## Goal of the exercise
Wherever "Snowgoose" occurs in the entries, copy the line that holds it.

━━ Extracted material

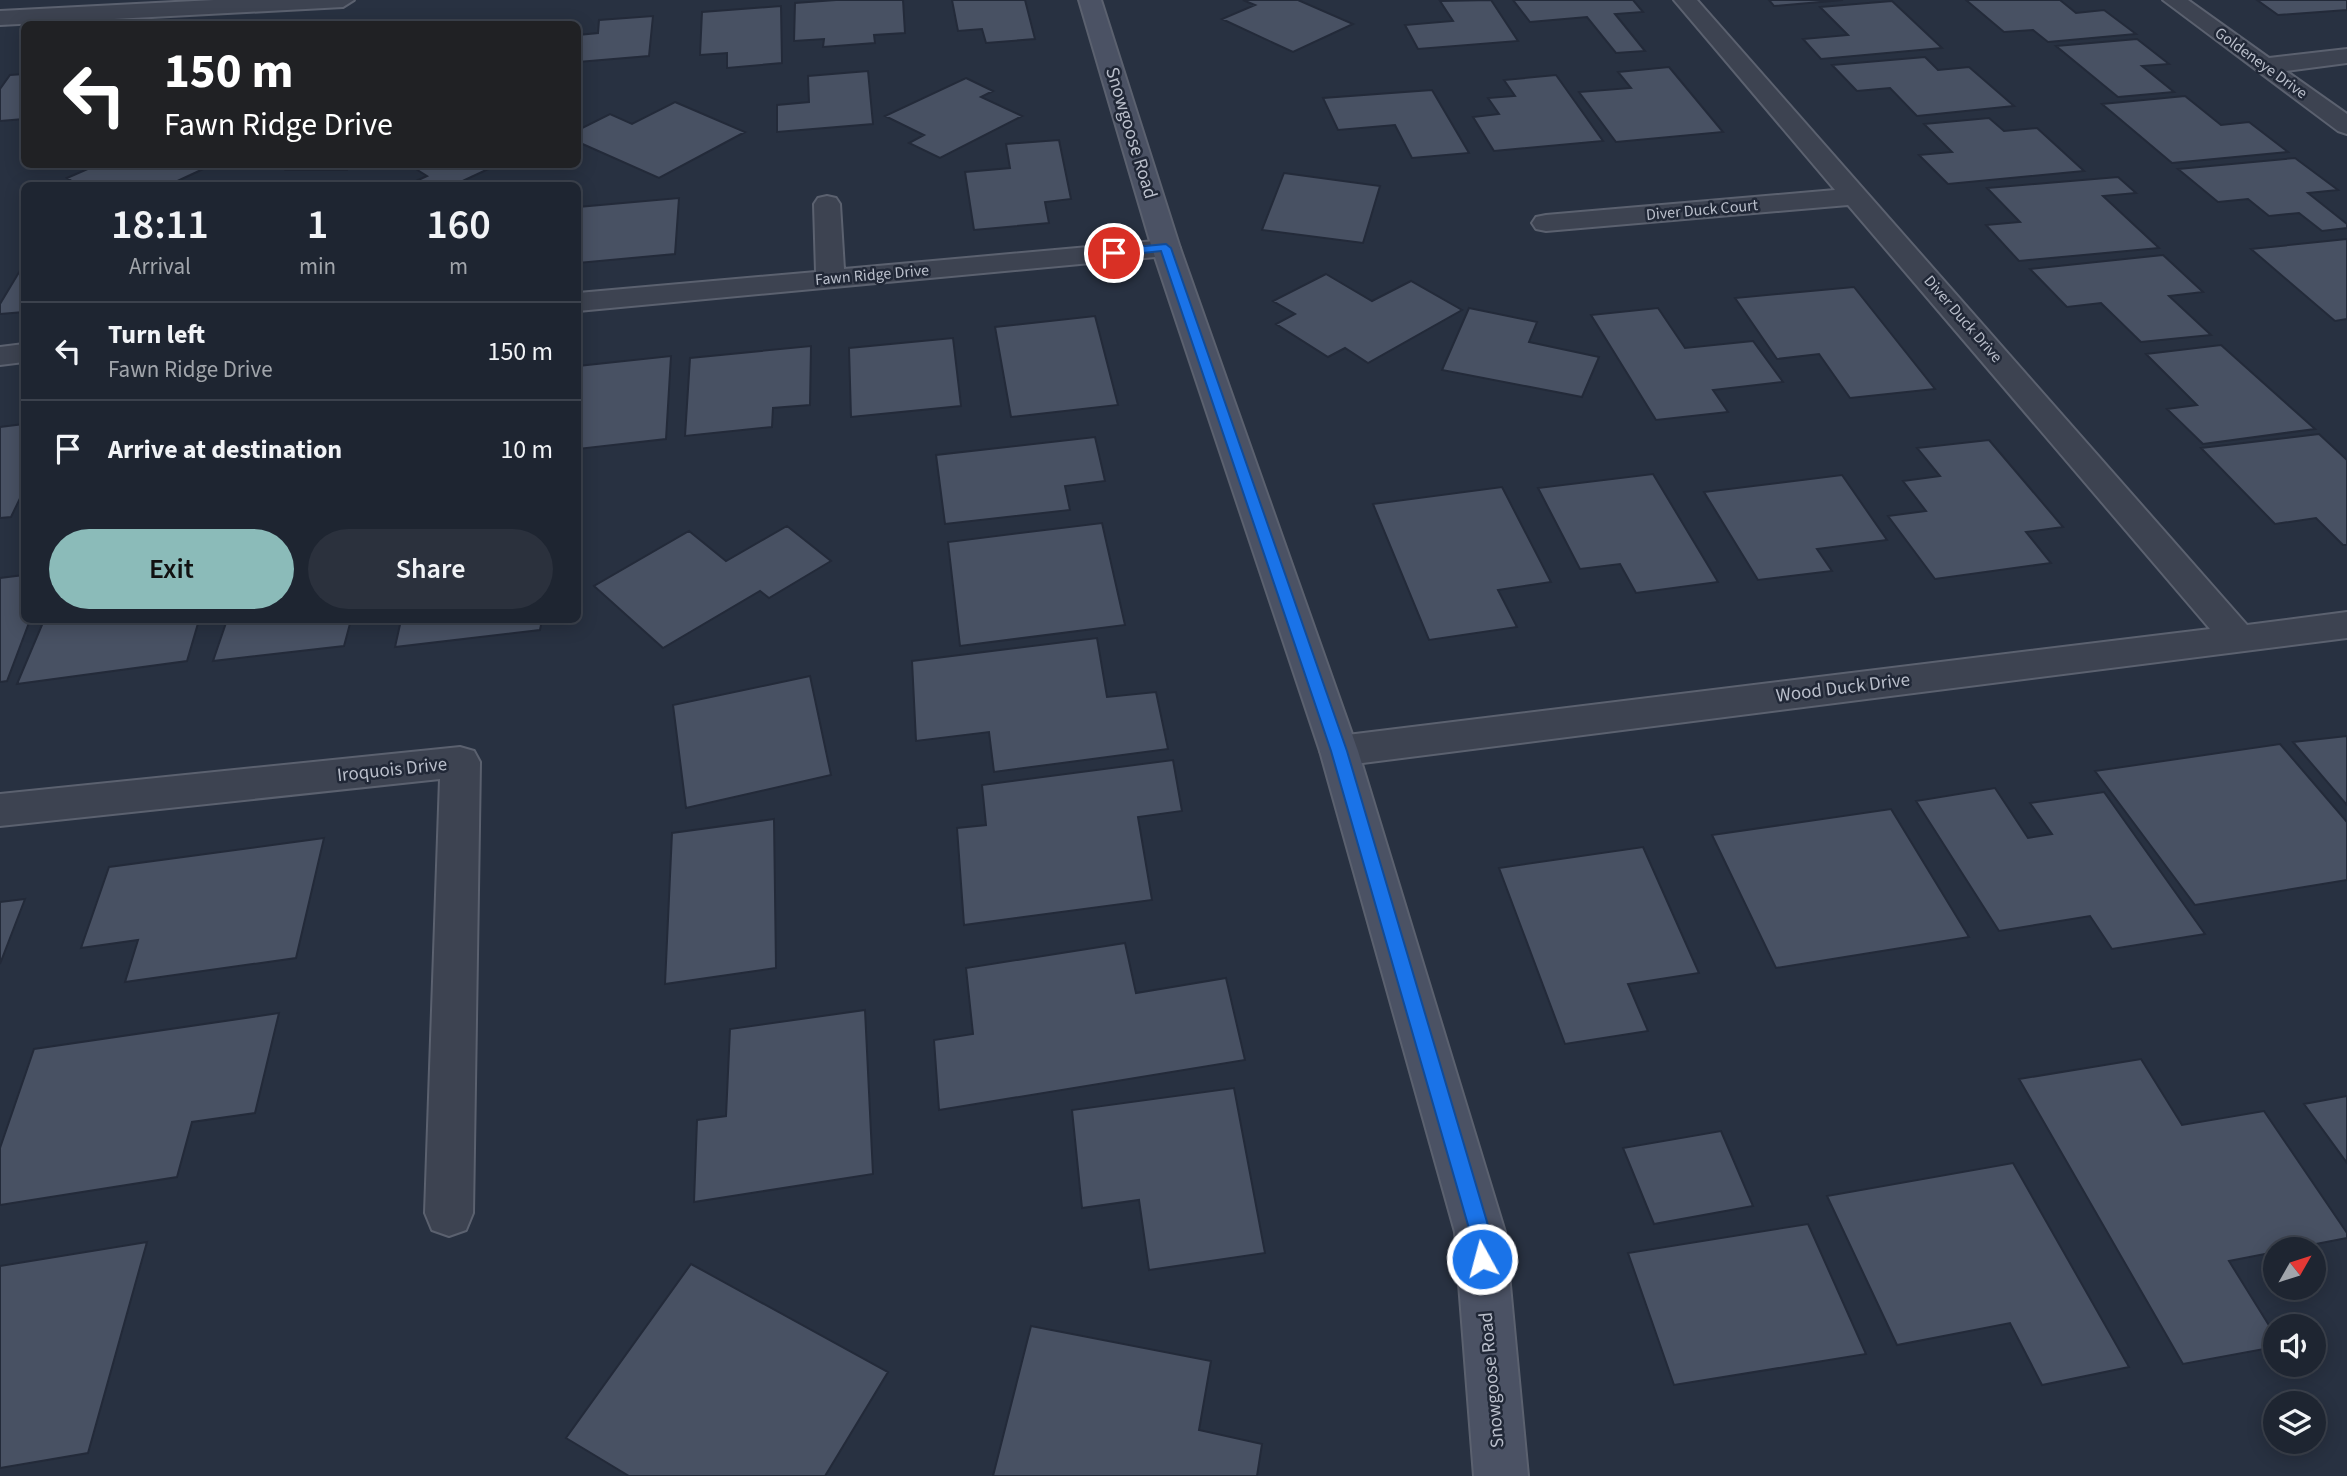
<!DOCTYPE html>
<style>
body{margin:0;font-family:"Source Sans 3",sans-serif;background:#2b313d;color:#f1f3f6;height:100vh;display:flex;flex-direction:column;font-size:26px;white-space:nowrap}
*{box-sizing:border-box;margin:0}
p{font-size:23px;color:#a1a5ab}
.icon{flex:none;width:38px;height:38px;fill:none;stroke:currentColor;stroke-width:2;stroke-linecap:round;stroke-linejoin:round}
.map{position:relative;flex:1;overflow:hidden}
.sheet{position:absolute;left:21px;top:182px;width:560px;height:441px;display:flex;flex-direction:column;background:#1e2531;border-radius:10px;box-shadow:0 4px 18px #0003,0 0 0 2px #3c424d}
.sheet>*{flex:none}
.top-card{position:absolute;left:21px;top:21px;width:560px;height:147px;border-radius:10px;box-shadow:0 4px 18px #0003,0 0 0 2px #3c424d;background:#202124;color:#fff;overflow:hidden}
.needle{width:46px;rotate:51deg}
.controls{position:absolute;left:2263px;top:1237px;display:grid;gap:14px}
.controls a{display:grid;place-items:center;width:63px;height:63px;border-radius:50%;background:#1e2531;box-shadow:0 4px 18px #0003,0 0 0 2px #3c424d;font-size:35px}
.pin{position:absolute;display:grid;place-items:center;width:60px;height:60px;color:#fff;margin:-30px;border:4px solid #fff;border-radius:50%;box-shadow:0 2px 7px #0007}
.me{position:absolute;width:77px;margin:-38px;rotate:353deg;stroke-linejoin:round;filter:drop-shadow(0 0 5px #0008)}
.turn{display:flex;align-items:center;gap:24px;height:147px;padding:0 28px;font-size:32px}
.turn .icon{width:91px;height:91px;stroke-width:2.5}
.turn b{display:block;font-size:49px;line-height:60px}
.eta{display:flex;justify-content:space-evenly;align-items:center;height:119px;text-align:center}
.eta b{font-size:42px;font-weight:600;line-height:49px}
.action{display:flex;gap:14px;margin-top:auto;padding:14px 28px}
.action a{flex:1;height:80px;border-radius:42px;background:#8bbbb9;color:#111;font-size:28px;font-weight:600;line-height:80px;text-align:center}
.action a+a{background:#2b313d;color:#f1f3f6}
ul{padding:0;list-style:none}
li{display:flex;align-items:center;gap:21px;height:98px;padding:0 28px;border-top:2px solid #3c424d}
li div{flex:1}
li b{display:block;font-size:26px}
li em{font-style:normal}
.map>svg:first-child{display:block}
.building{fill:#485163;stroke:#232a39;stroke-width:2}
.lines{fill:none;stroke-linecap:round;stroke-linejoin:round}
.street-casing{stroke:#5b616f;stroke-width:4}
.secondary-casing{stroke:#5b616f;stroke-width:4}
.street{fill:#3d4351;fill-rule:evenodd}
.secondary{fill:#4b5264;fill-rule:evenodd}
.route{fill:#1a73e8;stroke:#114b97;stroke-width:2}
.labels{text-anchor:middle;dominant-baseline:central;stroke-width:5;stroke-linejoin:round;paint-order:stroke}
.far-street-label{font-size:16px;fill:#babfcb;stroke:#212837}
.street-label{font-size:19px;fill:#babfcb;stroke:#212837}
</style>
<div class="map">
<svg width="2347" height="1476" viewBox="0 0 2347 1476">
<rect width="100%" height="100%" fill="#283141"/>
<path class="building" d="M836,0H903L905,33L874,35L875,43L823,47L824,39L794,41L795,3Z
M952,0H1025L1035,39L986,43L982,29L958,31Z
M1243,0H1298L1353,24L1293,52L1222,19L1255,5Z
M1491,0L1518,41L1418,49L1405,25L1453,21L1440,1Z
M1513,0H1633L1643,12L1615,14L1645,51L1616,53L1587,17L1530,22Z
M1769,0H1843L1774,6Z
M1966,0H2060L2076,13L2104,10L2136,34L2048,42L2033,30L2004,32Z
M2257,0H2347V10L2278,15Z
M1892,1L1942,48L1821,59L1803,39L1848,35L1820,7Z
M781,6L782,63L727,68V53L700,55L702,12Z
M653,16L649,56L578,62V35L598,33L599,20Z
M2137,39L2169,64L2142,66L2174,92L2118,97L2056,46Z
M1925,57L1938,70L1969,67L2014,106L1917,116L1890,88L1857,91L1832,65Z
M1669,67L1723,132L1616,142L1579,92L1631,88L1618,72Z
M868,71L873,124L777,132V105L809,102L808,76Z
M24,74V119L0,121V89L10,75Z
M1556,75L1603,141L1494,151L1473,117L1499,114L1488,98L1515,96L1504,80Z
M966,78L993,91L981,97L1022,116L940,158L909,143L924,135L885,116Z
M1432,90L1469,153L1412,158L1395,125L1338,130L1323,98Z
M2185,96L2221,125L2249,122L2288,152L2172,163L2102,104Z
M675,102L745,132L659,178L578,142V130L610,114L632,124Z
M1989,118L2004,131L2037,128L2084,171L1948,184L1919,155L1952,152L1924,124Z
M1059,140L1071,199L1045,202L1049,223L974,230L965,172L1010,168L1006,144Z
M2295,158L2338,190L2308,193L2347,224V228L2322,231L2299,213L2269,216L2248,199L2218,202L2178,169Z
M99,164H214L171,184L174,186H80L67,178Z
M291,164H351L347,170H286Z
M408,164H499L452,186H405L427,176Z
M1284,173L1380,186L1363,243L1262,230Z
M2118,177L2136,193L2103,196L2159,248L2019,261L1986,225L2020,222L1987,188Z
M679,198L675,254L578,263V207Z
M2347,239V319L2335,321L2251,249Z
M2163,255L2203,292L2169,296L2211,335L2141,342L2101,303L2067,307L2030,269Z
M24,264V312L0,314V304Z
M1326,274L1372,301L1411,281L1462,310L1368,363L1345,348L1328,357L1276,324L1295,314L1273,301Z
M1854,287L1935,389L1850,398L1819,354L1777,359L1735,298Z
M1469,308L1537,322L1529,342L1599,357L1582,397L1442,370Z
M1658,308L1685,348L1753,341L1783,382L1713,390L1728,412L1656,420L1591,315Z
M1095,316L1118,405L1011,417L995,327Z
M953,338L961,406L851,417L849,348Z
M2221,345L2315,429L2203,444L2167,409L2197,405L2146,354Z
M811,346L810,405L773,408L772,427L685,436L690,358Z
M671,356L666,439L578,449V366Z
M24,424V490L11,517L0,518V427Z
M2319,434L2347,460V545H2343L2316,518L2275,524L2201,448Z
M1095,437L1105,481L1065,486L1070,510L945,524L936,455Z
M1989,440L2063,527L2026,532L2051,563L1935,579L1888,516L1926,511L1903,481L1940,476L1917,448Z
M1653,474L1718,582L1636,593L1620,564L1580,569L1538,488Z
M1842,475L1887,540L1817,549L1832,571L1758,580L1704,492Z
M1502,487L1551,582L1498,590L1517,627L1429,640L1373,504Z
M1102,523L1125,625L960,646L948,542Z
M787,526L831,561L769,598L760,591L663,648L594,586L689,531L726,561Z
M24,575V620H30L7,681L0,682V578Z
M44,620H199L187,661L17,684Z
M227,620H351L344,646L213,661Z
M401,620H542L540,630L395,647Z
M1097,638L1107,697L1156,692L1168,749L994,772L989,732L916,741L912,661Z
M810,676L831,775L686,808L673,705Z
M2347,736V805L2293,742Z
M2280,744L2347,822V880L2195,905L2095,771Z
M1173,760L1182,811L1138,817L1152,900L964,925L957,828L986,825L982,785Z
M1995,788L2028,838L2052,834L2030,803L2104,792L2205,934L2112,949L2090,916L1999,931L1916,801Z
M1891,809L1969,937L1776,968L1712,835Z
M774,819L776,968L665,984L672,833Z
M324,838L296,958L125,982L138,940L81,948L109,867Z
M1643,847L1699,973L1628,984L1648,1031L1565,1044L1499,868Z
M25,899L0,964V902Z
M1125,943L1136,993L1226,978L1245,1060L939,1110L934,1040L973,1034L966,968Z
M865,1010L873,1174L694,1202L697,1120L726,1116L730,1029Z
M279,1013L255,1113L192,1122L177,1177L0,1205V1148L34,1049Z
M2141,1059L2182,1125L2264,1111L2347,1233V1238L2229,1261L2275,1335V1347L2183,1364L2019,1079Z
M1234,1088L1265,1253L1149,1270L1139,1200L1082,1208L1072,1110Z
M2347,1096V1163L2304,1104Z
M1721,1131L1753,1206L1654,1224L1623,1148Z
M2013,1163L2129,1367L2042,1385L2010,1323L1897,1345L1827,1196Z
M1808,1224L1866,1354L1674,1385L1628,1253Z
M147,1242L88,1453L0,1468V1266Z
M691,1264L888,1372L825,1476H629L566,1438Z
M1031,1326L1211,1361L1199,1430L1262,1444L1257,1476H993Z"/>
<g class="lines">
<defs>
<path id="street" d="M214,0H354L343,7L0,25V11Z
M1674,0H1697L2247,625L2347,612V638L1339,766L1325,761L1320,751L1325,741L1339,736L2210,629L1848,205L1546,231L1536,229L1532,223L1536,217L1546,215L1835,190Z
M2163,0H2188L2269,58L2347,49V63L2286,71L2347,114V134L2338,131Z
M827,196L836,198L840,204L844,269L1166,240L1176,242L1180,248L1176,254L1166,256L578,311V293L816,272L814,204L818,198Z
M24,344V362L0,365V347Z
M460,747L474,751L480,762L473,1213L466,1230L449,1236L432,1230L425,1213L440,779L0,826V794Z"/>
<path id="secondary" d="M1079,0H1101L1180,248L1358,751L1505,1232L1528,1476H1474L1455,1232L1320,751L1152,248Z"/>
</defs>
<use href="#street" class="street-casing"/>
<use href="#secondary" class="secondary-casing"/>
<use href="#street" class="street"/>
<use href="#secondary" class="secondary"/>
</g>
<path class="route" d="M1166,244L1171,248L1347,751L1490,1232L1493,1259L1490,1267L1482,1270L1475,1267L1470,1232L1331,751L1161,251L1114,256L1108,253L1114,249Z"/>
<g class="labels">
<g class="far-street-label">
<text transform="translate(2261 63) rotate(36)">Goldeneye Drive</text>
<text transform="translate(1702 210) rotate(-5)">Diver Duck Court</text>
<text transform="translate(872 275) rotate(-5)">Fawn Ridge Drive</text>
<text transform="translate(1963 319) rotate(49)">Diver Duck Drive</text>
</g>
<g class="street-label">
<text transform="translate(1131 133) rotate(73)">Snowgoose Road</text>
<text transform="translate(1843 688) rotate(-7)">Wood Duck Drive</text>
<text transform="translate(392 770) rotate(-6)">Iroquois Drive</text>
<text transform="translate(1492 1380) rotate(-95)">Snowgoose Road</text>
</g>
</g>
</svg>
<div class="controls">
<a><svg class="needle" viewBox="-14 -14 28 28"><path d="M0-13l5 13h-10z" fill="#e53935"/><path d="M0 13l5-13h-10z" fill="#a1a5ab"/></svg></a>
<a><svg class="icon" aria-label="sound" viewBox="0 0 24 24"><path d="M4 9h4l5-4v14l-5-4H4zM17 9q2 3 0 6"/></svg></a>
<a><svg class="icon" aria-label="layers" viewBox="0 0 24 24"><path d="M12 4l9 5-9 5-9-5zM3 14l9 5 9-5"/></svg></a>
</div>
<div class="pin" style="left:1114px;top:253px;background:#d93025"><svg class="icon" aria-label="arrive" viewBox="0 0 24 24"><path d="M6 21V4h12l-3 4 3 4H6"/></svg></div>
<svg class="me" style="left:1482px;top:1259px" viewBox="-20 -20 40 40"><circle r="17" fill="#1a73e8" stroke="#fff" stroke-width="3"/><path d="M0-11L8 9 0 5-8 9z" fill="#fff"/></svg>
<div class="top-card">
<div class="turn"><svg class="icon" aria-label="left" viewBox="0 0 24 24"><path d="M17 20v-9H6M10 6l-5 5 5 5"/></svg><div><b>150 m</b>Fawn Ridge Drive</div></div>
</div>
<section class="sheet">
<div class="eta">
<div><b>18:11</b><p>Arrival</p></div>
<div><b>1</b><p>min</p></div>
<div><b>160</b><p>m</p></div>
</div>
<ul>
<li><svg class="icon" aria-label="left" viewBox="0 0 24 24"><path d="M17 20v-9H6M10 6l-5 5 5 5"/></svg><div><b>Turn left</b><p>Fawn Ridge Drive</p></div><em>150 m</em></li>
<li><svg class="icon" aria-label="arrive" viewBox="0 0 24 24"><path d="M6 21V4h12l-3 4 3 4H6"/></svg><div><b>Arrive at destination</b></div><em>10 m</em></li>
</ul>
<div class="action"><a>Exit</a><a>Share</a></div>
</section>
</div>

━━━━

## Exercise answer
<text transform="translate(1131 133) rotate(73)">Snowgoose Road</text>
<text transform="translate(1492 1380) rotate(-95)">Snowgoose Road</text>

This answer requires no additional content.